Cast your minds back fifteen years to the start of The Bourne Identity.
Matt Damon is floating in a vast and stormy sea, adrift without any recollection of his past. He is plucked out of the waves by crew on a fishing boat, who nurse him back to health and discover vague, coded clues to who he really is. And that kicks off his journey. In many ways, this is how customers used to be, for many brands online and off. Someone would show up in a store, and unless they were regulars, a brand would have little to no idea of their background, whether they had shopped there before, or their specific needs or wants. Online, identities were even more opaque – often just tagged by the most general of cookies or reliant on sign-ins.
Clearly, this is no longer the case. We are no longer adrift in a sea of Big Data with no identifying features. If brands are smart and switched on, they know who we are, even across device. Of course, that would have made for a much shorter, less interesting movie franchise.
You may hate the term, I certainly don’t revere it, but what the term Big Data encapsulates is the growing volume, variety, velocity and challenging validity of data today. In that sense, without the hyperbole, the term works just fine for me with data generated from practically everywhere, from social media to purchase transactions to so many more. The data offers enormous potential to drivecustomer-centricity, innovation, productivity, efficiency and growth through actionable insights for all industry sectors. However, when it comes to the people-based aspects of Big Data, the huge benefits of identity recognition and customer management strategies in making marketing personal, must be reconciled with increased risks to individuals’ privacy. For example, the relatively recent emergence of the Internet of Things (IoT) has and will continue to cause an explosion in the volume of data generated and while connecting fridges and washing machines to our lives is claimed to bring disruptive benefits to us as consumers, it is also likely to have a disruptive effect on our personal data.
Under privacy laws or data protection laws, if you’re not dealing with any personal data, you’re outside of the legislation. However, these days, there are so few organisations that don’t interact with the customer and the line is no longer as clear as we might have thought it was. Privacy and anonymity gets complicated in the age of Big Data. The impending General Data Protection Regulation (GDPR) and ePrivacy directive are both going to be incredibly influential in the way that people think about identity. When GDPR comes into force next May, it will reinforce the need for clear identity resolution for Personally Identifiable Information (PII) in some use cases and for pseudonymisation in other use cases, to address privacy and anonymity requirements. The GDPR will demand the protection of personal information in each case and companies must be clear about how best to use what approach, when and under what circumstances, it is privacy-safe to link the two in order to create a true single customer view and joined up customer experience.

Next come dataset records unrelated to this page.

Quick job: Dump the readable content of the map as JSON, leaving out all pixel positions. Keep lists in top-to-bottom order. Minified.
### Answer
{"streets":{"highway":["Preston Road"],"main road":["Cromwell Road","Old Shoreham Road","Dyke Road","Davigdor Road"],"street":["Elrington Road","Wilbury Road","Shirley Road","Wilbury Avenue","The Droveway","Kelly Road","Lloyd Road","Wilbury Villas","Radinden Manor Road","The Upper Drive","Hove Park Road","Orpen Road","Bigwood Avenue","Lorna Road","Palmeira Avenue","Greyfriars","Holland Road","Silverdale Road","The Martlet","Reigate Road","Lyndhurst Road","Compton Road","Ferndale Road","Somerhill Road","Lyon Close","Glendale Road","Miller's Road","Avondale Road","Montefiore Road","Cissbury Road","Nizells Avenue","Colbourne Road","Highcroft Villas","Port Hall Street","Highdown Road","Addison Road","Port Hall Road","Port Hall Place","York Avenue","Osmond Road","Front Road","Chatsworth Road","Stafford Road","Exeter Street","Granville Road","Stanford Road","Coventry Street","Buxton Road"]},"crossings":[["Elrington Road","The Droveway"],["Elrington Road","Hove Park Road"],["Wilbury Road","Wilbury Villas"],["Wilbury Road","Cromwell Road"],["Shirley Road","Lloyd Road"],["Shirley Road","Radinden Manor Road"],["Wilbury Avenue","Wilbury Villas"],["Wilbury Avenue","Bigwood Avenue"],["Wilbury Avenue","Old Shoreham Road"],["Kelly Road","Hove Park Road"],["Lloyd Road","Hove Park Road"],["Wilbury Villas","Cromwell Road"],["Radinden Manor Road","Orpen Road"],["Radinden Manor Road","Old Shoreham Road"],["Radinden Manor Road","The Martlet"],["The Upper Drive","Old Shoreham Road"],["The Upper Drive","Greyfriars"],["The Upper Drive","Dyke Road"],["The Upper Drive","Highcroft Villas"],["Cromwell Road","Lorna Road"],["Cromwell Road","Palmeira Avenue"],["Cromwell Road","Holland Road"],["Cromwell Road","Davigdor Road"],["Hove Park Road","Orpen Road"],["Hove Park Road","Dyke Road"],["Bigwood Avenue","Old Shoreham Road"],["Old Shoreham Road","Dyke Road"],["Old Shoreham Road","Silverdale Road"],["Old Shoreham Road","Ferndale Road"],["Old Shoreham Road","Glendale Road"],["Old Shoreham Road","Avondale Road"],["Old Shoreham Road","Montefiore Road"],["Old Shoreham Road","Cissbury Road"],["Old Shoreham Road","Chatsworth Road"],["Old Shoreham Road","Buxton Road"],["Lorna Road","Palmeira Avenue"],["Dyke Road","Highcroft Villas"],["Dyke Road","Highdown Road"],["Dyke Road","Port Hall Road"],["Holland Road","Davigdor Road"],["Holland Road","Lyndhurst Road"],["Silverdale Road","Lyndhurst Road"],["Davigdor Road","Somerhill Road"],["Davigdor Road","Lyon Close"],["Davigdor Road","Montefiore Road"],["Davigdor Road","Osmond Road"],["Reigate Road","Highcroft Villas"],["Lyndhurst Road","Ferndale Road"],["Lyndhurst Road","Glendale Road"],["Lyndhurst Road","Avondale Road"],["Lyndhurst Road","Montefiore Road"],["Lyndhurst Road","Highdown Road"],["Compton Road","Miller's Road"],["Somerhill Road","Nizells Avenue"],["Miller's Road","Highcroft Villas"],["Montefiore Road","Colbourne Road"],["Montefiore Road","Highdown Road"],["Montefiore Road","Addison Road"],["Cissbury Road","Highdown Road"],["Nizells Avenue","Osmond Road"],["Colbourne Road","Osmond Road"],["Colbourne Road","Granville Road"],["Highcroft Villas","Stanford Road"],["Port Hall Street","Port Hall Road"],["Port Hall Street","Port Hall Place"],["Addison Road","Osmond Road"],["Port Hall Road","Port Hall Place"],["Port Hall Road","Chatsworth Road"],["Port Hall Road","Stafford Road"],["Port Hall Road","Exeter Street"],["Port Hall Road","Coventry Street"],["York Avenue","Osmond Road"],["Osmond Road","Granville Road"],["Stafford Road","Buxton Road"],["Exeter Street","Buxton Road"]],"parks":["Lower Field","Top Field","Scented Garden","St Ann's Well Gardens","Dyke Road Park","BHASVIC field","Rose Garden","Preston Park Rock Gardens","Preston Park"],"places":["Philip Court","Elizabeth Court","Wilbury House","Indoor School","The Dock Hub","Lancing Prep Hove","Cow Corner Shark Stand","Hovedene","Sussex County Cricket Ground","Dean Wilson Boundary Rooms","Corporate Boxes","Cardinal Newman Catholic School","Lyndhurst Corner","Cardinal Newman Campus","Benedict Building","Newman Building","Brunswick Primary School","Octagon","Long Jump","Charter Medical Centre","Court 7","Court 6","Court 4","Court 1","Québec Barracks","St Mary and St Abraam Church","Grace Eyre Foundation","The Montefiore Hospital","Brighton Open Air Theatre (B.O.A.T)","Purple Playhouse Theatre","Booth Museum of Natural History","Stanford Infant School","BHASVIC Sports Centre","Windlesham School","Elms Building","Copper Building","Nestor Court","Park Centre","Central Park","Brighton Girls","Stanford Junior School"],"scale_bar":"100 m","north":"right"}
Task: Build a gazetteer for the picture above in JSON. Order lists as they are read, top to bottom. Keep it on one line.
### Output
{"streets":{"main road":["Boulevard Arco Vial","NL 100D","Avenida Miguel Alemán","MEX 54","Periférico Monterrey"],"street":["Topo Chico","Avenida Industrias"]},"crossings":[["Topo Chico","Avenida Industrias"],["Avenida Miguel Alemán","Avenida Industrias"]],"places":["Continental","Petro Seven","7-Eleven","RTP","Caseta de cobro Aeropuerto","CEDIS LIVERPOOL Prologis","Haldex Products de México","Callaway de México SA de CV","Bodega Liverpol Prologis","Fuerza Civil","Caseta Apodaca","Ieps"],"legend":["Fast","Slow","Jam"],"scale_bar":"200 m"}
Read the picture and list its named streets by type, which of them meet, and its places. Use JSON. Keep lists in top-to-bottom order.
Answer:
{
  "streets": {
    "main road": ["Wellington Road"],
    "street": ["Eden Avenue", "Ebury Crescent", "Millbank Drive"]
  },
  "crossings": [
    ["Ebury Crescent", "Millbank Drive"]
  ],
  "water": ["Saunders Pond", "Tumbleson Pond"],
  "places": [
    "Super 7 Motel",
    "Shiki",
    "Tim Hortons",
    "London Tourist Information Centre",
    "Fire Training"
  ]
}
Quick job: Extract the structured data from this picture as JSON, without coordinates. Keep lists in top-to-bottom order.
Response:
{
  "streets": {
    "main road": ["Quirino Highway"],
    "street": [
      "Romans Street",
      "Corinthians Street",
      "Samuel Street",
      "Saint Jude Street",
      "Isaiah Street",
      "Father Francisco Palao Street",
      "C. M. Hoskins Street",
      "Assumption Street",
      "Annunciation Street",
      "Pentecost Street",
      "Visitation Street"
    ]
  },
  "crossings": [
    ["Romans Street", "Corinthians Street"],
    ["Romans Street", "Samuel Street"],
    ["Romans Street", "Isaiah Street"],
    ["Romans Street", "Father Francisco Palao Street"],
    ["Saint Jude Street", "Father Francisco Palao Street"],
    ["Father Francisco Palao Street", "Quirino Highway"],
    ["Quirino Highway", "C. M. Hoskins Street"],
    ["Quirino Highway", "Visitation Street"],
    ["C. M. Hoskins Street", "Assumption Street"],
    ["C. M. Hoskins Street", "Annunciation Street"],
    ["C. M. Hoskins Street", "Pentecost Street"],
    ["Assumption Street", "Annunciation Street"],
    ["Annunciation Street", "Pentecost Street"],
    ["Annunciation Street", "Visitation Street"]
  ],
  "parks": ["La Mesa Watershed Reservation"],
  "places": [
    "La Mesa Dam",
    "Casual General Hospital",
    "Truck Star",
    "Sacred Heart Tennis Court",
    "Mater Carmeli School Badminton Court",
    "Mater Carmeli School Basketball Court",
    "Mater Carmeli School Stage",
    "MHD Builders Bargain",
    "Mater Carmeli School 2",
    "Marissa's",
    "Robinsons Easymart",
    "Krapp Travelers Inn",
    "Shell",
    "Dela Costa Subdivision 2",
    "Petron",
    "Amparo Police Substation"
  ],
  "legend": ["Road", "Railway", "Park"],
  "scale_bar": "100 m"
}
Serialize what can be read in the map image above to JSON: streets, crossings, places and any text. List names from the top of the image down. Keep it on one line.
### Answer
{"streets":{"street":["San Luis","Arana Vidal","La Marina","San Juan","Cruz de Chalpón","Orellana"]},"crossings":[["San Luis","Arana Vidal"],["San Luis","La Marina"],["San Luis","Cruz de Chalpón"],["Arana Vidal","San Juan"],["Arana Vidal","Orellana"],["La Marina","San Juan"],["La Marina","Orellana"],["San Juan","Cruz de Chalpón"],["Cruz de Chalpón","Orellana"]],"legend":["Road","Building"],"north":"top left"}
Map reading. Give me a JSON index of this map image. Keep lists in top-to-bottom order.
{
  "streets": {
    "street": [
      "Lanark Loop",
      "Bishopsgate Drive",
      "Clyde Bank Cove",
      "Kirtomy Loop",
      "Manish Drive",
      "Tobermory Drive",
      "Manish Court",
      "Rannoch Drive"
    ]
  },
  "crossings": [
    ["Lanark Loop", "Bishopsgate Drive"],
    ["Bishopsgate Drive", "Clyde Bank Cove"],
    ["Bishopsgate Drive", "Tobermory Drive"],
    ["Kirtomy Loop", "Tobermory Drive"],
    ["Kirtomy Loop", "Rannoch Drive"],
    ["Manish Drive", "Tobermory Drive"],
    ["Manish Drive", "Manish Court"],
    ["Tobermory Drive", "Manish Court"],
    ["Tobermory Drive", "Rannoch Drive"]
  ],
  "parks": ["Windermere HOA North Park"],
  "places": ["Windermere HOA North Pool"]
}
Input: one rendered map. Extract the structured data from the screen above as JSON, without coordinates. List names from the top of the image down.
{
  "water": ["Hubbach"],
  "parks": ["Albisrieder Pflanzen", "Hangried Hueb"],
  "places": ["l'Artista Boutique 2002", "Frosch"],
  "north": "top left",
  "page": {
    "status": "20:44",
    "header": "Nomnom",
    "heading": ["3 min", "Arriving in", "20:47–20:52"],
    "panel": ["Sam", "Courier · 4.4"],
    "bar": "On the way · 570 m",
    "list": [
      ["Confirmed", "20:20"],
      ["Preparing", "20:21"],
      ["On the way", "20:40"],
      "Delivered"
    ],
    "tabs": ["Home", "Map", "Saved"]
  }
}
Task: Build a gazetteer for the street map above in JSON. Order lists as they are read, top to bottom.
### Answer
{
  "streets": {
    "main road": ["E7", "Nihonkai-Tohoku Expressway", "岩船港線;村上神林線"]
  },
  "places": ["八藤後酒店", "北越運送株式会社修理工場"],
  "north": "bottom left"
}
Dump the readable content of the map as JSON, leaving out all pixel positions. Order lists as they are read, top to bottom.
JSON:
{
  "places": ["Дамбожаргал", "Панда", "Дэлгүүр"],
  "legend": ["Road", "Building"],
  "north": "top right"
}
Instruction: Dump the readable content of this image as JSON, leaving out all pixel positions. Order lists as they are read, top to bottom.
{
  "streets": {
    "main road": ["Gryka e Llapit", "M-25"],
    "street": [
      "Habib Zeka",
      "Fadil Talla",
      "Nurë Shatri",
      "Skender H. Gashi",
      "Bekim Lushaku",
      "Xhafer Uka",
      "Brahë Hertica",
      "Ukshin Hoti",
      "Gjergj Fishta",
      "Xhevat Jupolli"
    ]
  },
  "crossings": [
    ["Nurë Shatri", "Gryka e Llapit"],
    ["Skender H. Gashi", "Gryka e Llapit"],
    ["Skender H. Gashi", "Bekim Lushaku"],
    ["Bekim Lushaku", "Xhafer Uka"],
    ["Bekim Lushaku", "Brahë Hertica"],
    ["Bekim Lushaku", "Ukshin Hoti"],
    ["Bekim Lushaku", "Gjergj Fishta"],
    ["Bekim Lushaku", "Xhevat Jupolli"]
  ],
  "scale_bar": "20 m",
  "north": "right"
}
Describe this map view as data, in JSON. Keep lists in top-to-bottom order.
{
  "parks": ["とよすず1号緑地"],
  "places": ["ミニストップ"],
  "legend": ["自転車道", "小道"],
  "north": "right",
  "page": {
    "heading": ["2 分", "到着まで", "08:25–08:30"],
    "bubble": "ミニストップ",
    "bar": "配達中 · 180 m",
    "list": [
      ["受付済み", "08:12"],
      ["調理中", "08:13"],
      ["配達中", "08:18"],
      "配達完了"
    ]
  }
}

While it has been said that Big Data is the gold rush of our digital age, it does not mean, and it should not be, at the expense of personal privacy. As ‘our internet’ grows and develops, customer identity is everything. You simply can’t deliver the best, seamless and most relevant experiences to your customers without the right data foundation – and that right data foundation has to be rooted in a respect for the information held, the law and the individual’s needs. It’s great to tie all data points back to a user’s identity, in order to drive greater value to the consumer. But, as we move forward into a GDPR and ePrivacy directive-regulated future, it is imperative that all marketers, database users, and CRM professionals remember, most consumers don’t care about Big Data, their north star centres on the data being legally obtained, kept safe and used in their very best interests. It is somewhat ironic that the best way we can do that is to focus on the one thing that matters to them most, their identity.